Christopher told iWitness News that his mother then received permission to build the shop on its current location, which was then part of the parking lot of the then unfenced school.
“The permission was from Cabinet to Town Board to Mr. Rose and that’s a very long time,” Christopher told iWitness News.
He said he operated the shop from 1981 and he was never given a notice to move.
No notice was given even when the most recent and extensive renovation of the school — which was completed this year — was conducted, Christopher said.
“It is surprising because I actually called the prime minister and we talked. He told me to go to Planning,” he told iWitness News of the recent move to demolish the shop.
He said that the Planning officials told him that the structure had been erected illegally and they had posted notice for its demolition.
“I told the man, ‘We are there illegally and we are there 45 years — before this wall was built?’” Christopher told iWitness News, adding that when the perimeter wall was built, the principal at the time was the wife of the commissioner of Police.

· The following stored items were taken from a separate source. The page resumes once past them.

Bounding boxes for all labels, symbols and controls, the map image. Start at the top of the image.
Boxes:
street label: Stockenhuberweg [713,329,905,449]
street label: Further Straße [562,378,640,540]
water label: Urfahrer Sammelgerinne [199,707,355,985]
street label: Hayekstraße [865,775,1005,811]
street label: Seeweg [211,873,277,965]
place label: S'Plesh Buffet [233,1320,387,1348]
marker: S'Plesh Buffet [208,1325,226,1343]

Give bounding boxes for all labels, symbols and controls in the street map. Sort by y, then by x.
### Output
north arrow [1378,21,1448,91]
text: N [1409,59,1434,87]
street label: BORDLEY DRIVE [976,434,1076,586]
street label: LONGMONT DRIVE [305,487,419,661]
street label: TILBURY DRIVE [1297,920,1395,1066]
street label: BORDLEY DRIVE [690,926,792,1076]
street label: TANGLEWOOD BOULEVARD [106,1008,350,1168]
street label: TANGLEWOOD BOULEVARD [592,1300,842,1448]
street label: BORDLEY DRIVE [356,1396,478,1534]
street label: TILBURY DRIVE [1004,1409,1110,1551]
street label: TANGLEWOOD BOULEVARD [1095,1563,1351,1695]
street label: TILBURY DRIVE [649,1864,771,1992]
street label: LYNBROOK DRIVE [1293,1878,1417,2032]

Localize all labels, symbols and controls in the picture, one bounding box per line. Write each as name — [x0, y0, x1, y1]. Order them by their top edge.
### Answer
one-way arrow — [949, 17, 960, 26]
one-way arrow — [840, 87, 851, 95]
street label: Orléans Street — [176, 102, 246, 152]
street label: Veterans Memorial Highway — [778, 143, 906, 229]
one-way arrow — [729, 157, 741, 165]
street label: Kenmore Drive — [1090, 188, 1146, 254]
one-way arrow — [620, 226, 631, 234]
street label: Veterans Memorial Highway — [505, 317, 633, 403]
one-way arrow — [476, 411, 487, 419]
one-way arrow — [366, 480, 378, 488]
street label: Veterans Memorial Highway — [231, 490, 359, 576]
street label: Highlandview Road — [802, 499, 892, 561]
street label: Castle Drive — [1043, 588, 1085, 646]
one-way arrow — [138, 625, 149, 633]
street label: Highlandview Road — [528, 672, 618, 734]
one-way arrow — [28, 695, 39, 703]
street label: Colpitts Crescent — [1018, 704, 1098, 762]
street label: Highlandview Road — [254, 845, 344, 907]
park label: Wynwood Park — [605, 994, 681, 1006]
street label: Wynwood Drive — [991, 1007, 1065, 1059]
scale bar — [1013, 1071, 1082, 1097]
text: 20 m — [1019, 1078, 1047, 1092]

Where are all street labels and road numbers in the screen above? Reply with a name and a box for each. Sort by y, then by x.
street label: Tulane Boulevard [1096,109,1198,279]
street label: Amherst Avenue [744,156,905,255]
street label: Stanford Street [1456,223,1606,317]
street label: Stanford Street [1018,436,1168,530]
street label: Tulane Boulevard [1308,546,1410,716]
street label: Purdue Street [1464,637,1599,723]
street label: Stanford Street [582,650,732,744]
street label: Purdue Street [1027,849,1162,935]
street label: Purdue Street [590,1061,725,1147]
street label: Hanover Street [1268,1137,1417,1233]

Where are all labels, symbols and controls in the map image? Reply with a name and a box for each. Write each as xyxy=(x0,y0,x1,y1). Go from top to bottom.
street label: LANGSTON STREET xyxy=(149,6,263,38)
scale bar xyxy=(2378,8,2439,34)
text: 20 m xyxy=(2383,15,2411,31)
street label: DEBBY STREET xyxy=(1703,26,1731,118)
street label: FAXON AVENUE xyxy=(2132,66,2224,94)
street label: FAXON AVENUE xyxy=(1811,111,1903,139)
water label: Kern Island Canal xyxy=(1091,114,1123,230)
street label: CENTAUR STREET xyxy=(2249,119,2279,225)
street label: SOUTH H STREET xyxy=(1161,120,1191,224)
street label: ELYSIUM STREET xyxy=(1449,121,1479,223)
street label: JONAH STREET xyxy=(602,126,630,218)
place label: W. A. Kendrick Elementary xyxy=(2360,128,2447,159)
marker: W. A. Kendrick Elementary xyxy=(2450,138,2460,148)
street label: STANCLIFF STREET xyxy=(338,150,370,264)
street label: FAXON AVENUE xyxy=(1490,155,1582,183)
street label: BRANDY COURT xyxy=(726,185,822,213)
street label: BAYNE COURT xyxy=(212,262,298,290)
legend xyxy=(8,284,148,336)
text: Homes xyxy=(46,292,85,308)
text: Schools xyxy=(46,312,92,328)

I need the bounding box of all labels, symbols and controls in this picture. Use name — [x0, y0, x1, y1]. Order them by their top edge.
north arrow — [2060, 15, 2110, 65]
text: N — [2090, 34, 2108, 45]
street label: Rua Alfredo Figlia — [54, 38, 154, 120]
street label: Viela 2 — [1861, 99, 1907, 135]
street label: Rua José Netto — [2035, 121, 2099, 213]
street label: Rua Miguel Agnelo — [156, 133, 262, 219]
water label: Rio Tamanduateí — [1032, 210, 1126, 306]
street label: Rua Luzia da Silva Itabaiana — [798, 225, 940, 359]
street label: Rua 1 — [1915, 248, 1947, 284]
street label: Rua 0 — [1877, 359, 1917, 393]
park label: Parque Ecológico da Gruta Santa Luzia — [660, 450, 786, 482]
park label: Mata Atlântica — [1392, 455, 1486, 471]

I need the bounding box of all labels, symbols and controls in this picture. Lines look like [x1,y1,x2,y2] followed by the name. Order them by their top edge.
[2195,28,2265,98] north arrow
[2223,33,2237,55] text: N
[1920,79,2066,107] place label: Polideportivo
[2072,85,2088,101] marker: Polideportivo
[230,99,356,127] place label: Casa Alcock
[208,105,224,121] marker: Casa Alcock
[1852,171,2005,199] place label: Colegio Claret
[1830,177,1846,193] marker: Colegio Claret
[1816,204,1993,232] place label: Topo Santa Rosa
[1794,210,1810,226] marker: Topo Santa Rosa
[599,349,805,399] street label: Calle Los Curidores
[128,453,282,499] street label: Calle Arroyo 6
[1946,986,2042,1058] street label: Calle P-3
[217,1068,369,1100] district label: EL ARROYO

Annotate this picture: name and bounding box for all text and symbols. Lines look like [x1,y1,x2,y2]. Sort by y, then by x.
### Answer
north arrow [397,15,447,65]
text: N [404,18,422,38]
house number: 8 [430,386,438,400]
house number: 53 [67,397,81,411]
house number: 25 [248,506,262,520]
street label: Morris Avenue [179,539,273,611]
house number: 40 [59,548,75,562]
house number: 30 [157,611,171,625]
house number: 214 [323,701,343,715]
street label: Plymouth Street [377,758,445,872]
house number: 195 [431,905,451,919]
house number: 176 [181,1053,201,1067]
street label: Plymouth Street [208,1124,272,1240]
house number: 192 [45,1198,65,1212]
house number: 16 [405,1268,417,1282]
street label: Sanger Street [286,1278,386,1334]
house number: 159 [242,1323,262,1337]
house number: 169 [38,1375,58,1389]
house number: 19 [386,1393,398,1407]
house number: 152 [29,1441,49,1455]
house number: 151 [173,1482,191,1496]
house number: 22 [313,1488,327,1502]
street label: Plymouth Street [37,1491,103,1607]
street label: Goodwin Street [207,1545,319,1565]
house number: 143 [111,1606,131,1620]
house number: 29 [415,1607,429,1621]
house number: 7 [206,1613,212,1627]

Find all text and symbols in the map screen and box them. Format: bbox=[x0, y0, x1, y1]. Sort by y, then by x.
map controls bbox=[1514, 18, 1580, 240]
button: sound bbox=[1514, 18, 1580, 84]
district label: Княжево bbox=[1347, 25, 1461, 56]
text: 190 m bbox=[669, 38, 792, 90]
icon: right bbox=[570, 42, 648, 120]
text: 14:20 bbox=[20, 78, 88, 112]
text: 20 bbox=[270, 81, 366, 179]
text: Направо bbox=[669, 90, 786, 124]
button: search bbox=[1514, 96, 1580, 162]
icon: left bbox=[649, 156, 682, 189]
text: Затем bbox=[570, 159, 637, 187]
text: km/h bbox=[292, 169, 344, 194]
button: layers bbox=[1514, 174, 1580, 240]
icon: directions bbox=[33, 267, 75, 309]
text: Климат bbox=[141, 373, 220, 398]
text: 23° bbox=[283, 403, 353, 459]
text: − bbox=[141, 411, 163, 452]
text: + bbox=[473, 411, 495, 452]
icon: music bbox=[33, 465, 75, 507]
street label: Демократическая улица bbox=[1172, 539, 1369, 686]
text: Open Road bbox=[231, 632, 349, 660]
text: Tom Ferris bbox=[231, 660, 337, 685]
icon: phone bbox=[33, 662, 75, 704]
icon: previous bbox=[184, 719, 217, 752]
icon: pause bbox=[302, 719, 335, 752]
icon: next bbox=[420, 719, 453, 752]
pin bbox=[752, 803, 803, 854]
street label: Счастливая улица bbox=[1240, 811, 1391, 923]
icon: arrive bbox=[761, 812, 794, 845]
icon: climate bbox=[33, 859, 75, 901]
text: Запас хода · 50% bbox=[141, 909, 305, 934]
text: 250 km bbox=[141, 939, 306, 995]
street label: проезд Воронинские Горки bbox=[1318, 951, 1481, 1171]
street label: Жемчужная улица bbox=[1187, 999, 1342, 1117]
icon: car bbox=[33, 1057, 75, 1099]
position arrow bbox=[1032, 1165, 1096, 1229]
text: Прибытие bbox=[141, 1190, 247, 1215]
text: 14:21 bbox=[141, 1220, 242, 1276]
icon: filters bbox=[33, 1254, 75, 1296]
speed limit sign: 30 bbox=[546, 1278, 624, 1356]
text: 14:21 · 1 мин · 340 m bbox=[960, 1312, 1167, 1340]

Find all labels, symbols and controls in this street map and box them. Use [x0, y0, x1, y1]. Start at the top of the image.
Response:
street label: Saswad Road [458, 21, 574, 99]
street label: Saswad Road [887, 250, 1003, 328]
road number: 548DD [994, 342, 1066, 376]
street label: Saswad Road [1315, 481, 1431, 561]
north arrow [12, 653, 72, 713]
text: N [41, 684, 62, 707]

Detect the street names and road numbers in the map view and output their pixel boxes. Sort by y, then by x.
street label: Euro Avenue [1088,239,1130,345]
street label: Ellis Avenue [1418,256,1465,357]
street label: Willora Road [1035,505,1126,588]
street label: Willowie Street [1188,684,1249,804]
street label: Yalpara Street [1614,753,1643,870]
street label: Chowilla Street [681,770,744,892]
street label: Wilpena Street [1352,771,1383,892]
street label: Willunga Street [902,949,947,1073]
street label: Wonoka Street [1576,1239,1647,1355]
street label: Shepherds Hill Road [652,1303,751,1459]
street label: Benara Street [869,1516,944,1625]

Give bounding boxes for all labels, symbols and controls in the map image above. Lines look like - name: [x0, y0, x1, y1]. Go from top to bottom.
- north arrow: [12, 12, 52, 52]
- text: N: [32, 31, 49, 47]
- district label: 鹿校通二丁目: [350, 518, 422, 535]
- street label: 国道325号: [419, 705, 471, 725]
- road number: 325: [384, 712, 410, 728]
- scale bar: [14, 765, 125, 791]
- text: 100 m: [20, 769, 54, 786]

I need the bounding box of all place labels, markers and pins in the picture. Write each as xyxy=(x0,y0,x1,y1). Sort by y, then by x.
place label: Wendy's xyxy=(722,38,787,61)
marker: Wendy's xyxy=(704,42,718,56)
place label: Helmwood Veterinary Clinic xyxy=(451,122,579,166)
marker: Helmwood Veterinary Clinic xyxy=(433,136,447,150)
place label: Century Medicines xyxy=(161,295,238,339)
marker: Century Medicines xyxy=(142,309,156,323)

He said that the structure could have been demolished then, if it was illegal but the perimeter wall was built to adjoin the school.
Christopher said that Planning authorities have no evidence of having given him notice to vacate the area.
“Timothy Scott came from the Ministry of Education. But these people at Planning, we never see any. They don’t even have a picture [of a notice],” Christopher said, adding that the officials told him that they had placed a demolition notice on the structure last year.
“They always threatening to break it down, but they never give notice,” Christopher said, adding that Scott is the first person to threaten to break it down.
He said that he had heard from someone close to one of the other shop owners that there was a plan to demolish the structures.
Christopher said that the other two shops were not operating when they were demolished.
“It is a nice area to do business. But what we are saying now, you coming to demolish a structure, you have to consult and ask people what do they want. The other two shops were in dilapidated conditions,” he said.
Young said she was operating the shop last year but, because of the dust being generated, could not continue to cook at the shop when the renovations reached the section of the school close to the shop.
“The shop is very important because I have three children to take care of. That is the only source of income,” said the mother of 7-, 5- and 1-year-old children.
‘I started making noise’
Young denied that politics played a role in the shop not being demolished.
“The shop was not broken down because when they came to break down the two other shops, somebody came and called me and told me they were breaking down the shops.
“So I went out there and when I went out, one of the men was on top of my shop roof so I started making noise because no one had given me a notice. I said, ‘Get down!’ And I had things inside the shop. I have things in the shop all now,” Young said.
“She called me too. She did call me off of my job. To break down our shop would have been a harder task because there was like wood structure and crumbling.”
On Tuesday, most of the items that were in the shop when iWitness News first visited last week had already been removed.
Young suggested that the government set precedent for compensating persons who erect illegal structures when it paid EC$4,500 to each vendor who has been operating in the area of the Reclamation Site where a new port is to be built.
“They pay the people them over seaside over dey how much ah money for the little piece a stupidness they have over seaside over there. It’s a good shop,” Young told iWitness News.
“And not only compensate. We’re here 45 years. We should be related too, if they are really serious,”
Told that Cummings had said they have space where they could operate a shop, Young said, “Where we have space? We don’t have space to operate a shop.”
Christopher suggested that the shop should be relocated to somewhere close by.
“They have the river bank down there. All of that is good too.”